Eurobonds are often cheaper than a foreign currency bank loan because they can be sold on by the investor, who will therefore accept a lower yield in return for this greater liquidity. Eurobonds also are extremely flexible. Most eurobonds are fixed rate but they can be floating rate or linked to the financial success of the company. For example, in 1992 Walt Disney Corp issued a $300m Eurobond with a 3% coupon plus the right to benefit from the success of 13 named films which meant that the bonds could potentially provide a 13.5% p.a. yield.

Eurobonds are typically issued by companies with excellent credit ratings and are normally unsecured, which makes it easier for companies to raise debt finance in the future. Eurobond issues are not normally advertised because they are ‘placed’ with institutional investors (this is discussed below); this reduces issue costs.
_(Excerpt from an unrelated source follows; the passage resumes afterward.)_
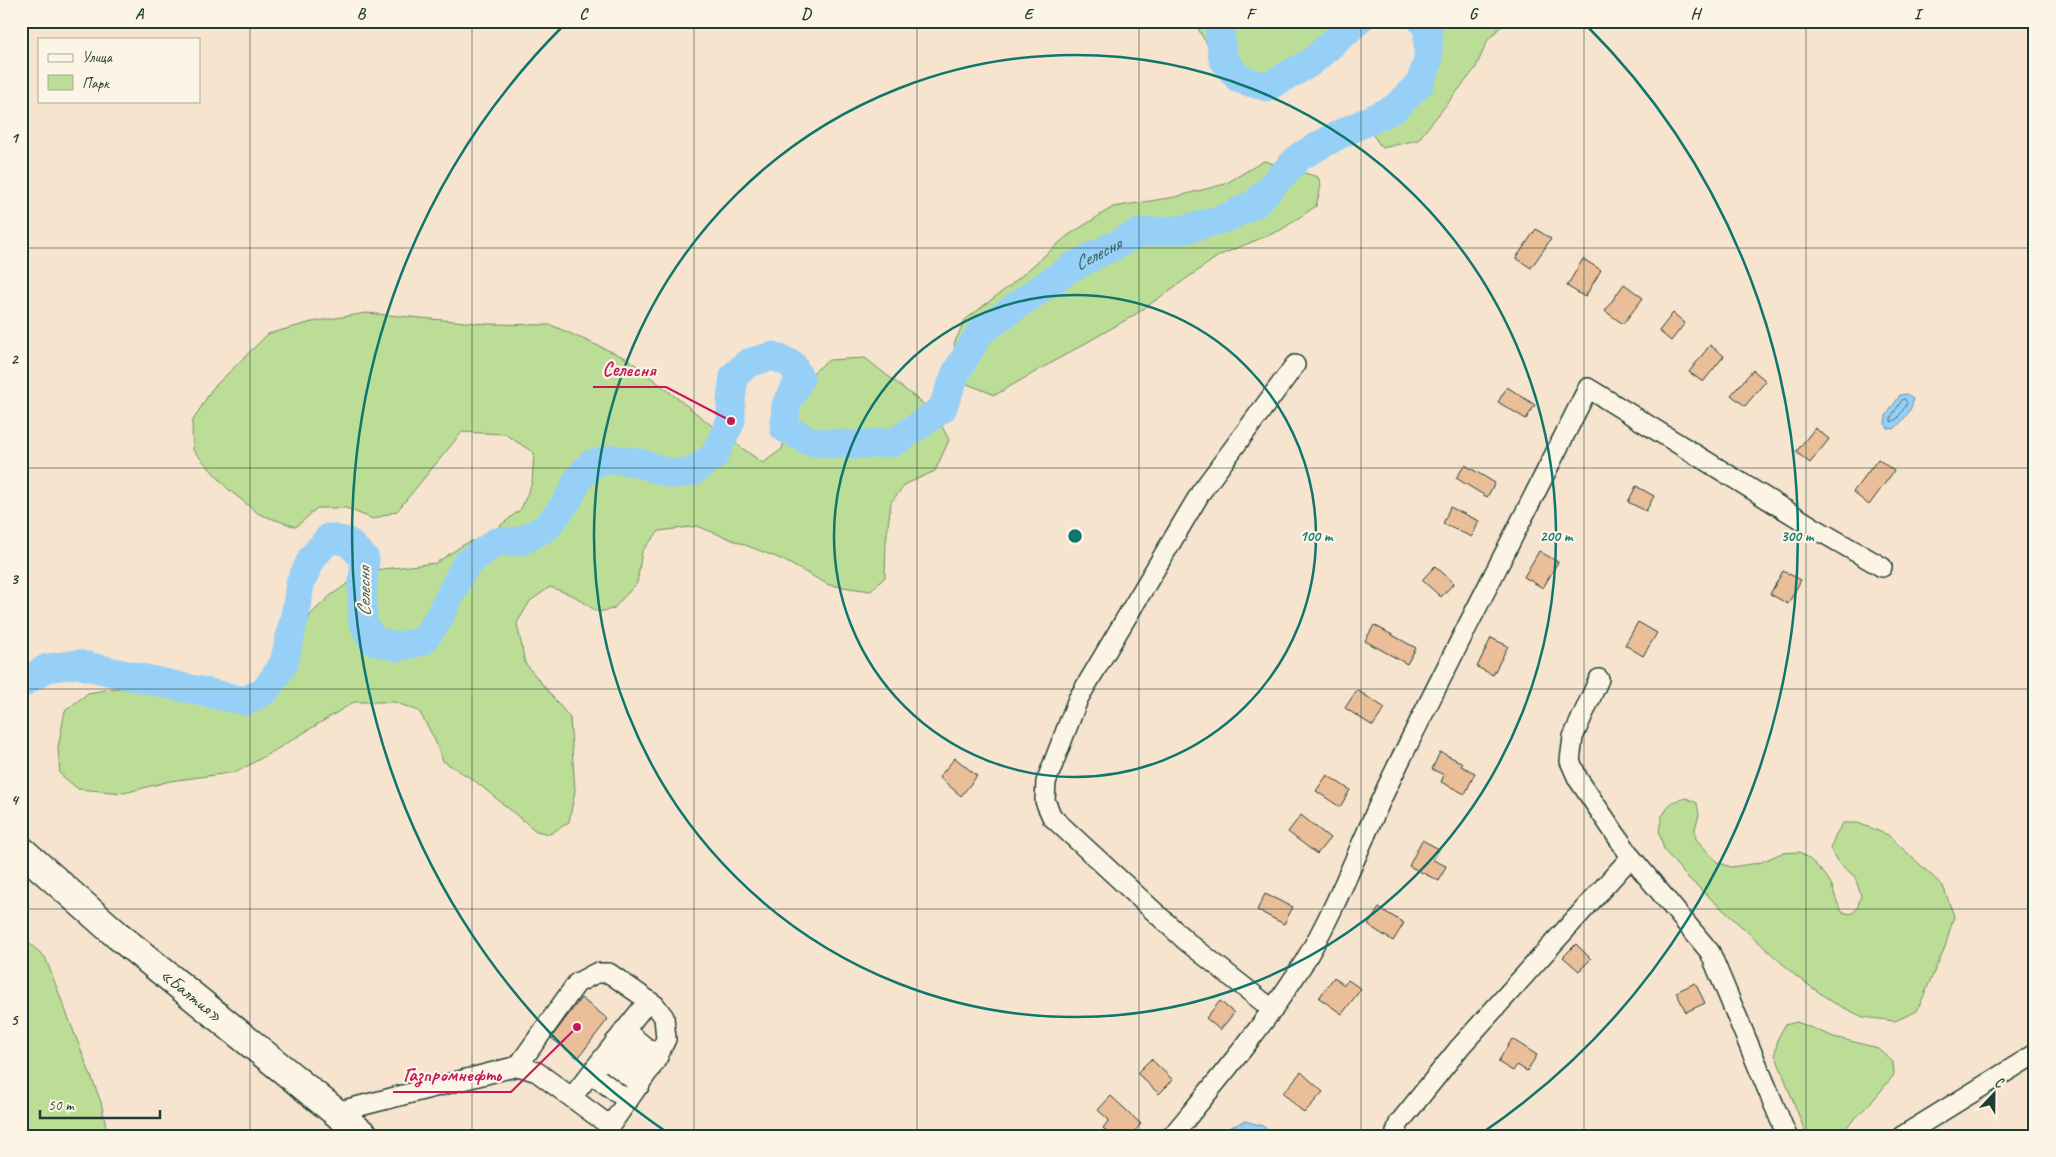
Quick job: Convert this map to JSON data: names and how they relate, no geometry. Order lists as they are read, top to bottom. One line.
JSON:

The eurobond market can be used by companies to raise debt in dollars or euros (the majority of eurobond issues involve these currencies) and swap this into another currency using a currency swap; most eurobond issues are swapped in this way. For example, in 1984 Disney issued €80m of Euro-denominated Eurobonds and swapped them into yen to act as a hedge to the yen revenue from Disney’s Japanese operations. Eurobonds are an extremely important source of finance for major companies with strong credit ratings. As shown in table 1 below, Eurobonds accounted for about 70% of all funds raised by UK listed companies in 2007. Type of finance £m raised in 2007 Equity 16,453 UK bonds 155 Public sector 59,745 Eurobonds 165,925 Total 242,278 Table 1 : London Stock Exchange factsheet

And the problems? Like any form of debt finance there will be issue costs to consider (approximately 2% of funds raised in the case of eurobonds) and there may also be problems if gearing levels are too high. For example, Walt Disney Corp recently had to suspended royalty payments made by its European subsidiary because of financial difficulties at Euro Disney caused in part by the high levels of debt that it has taken on.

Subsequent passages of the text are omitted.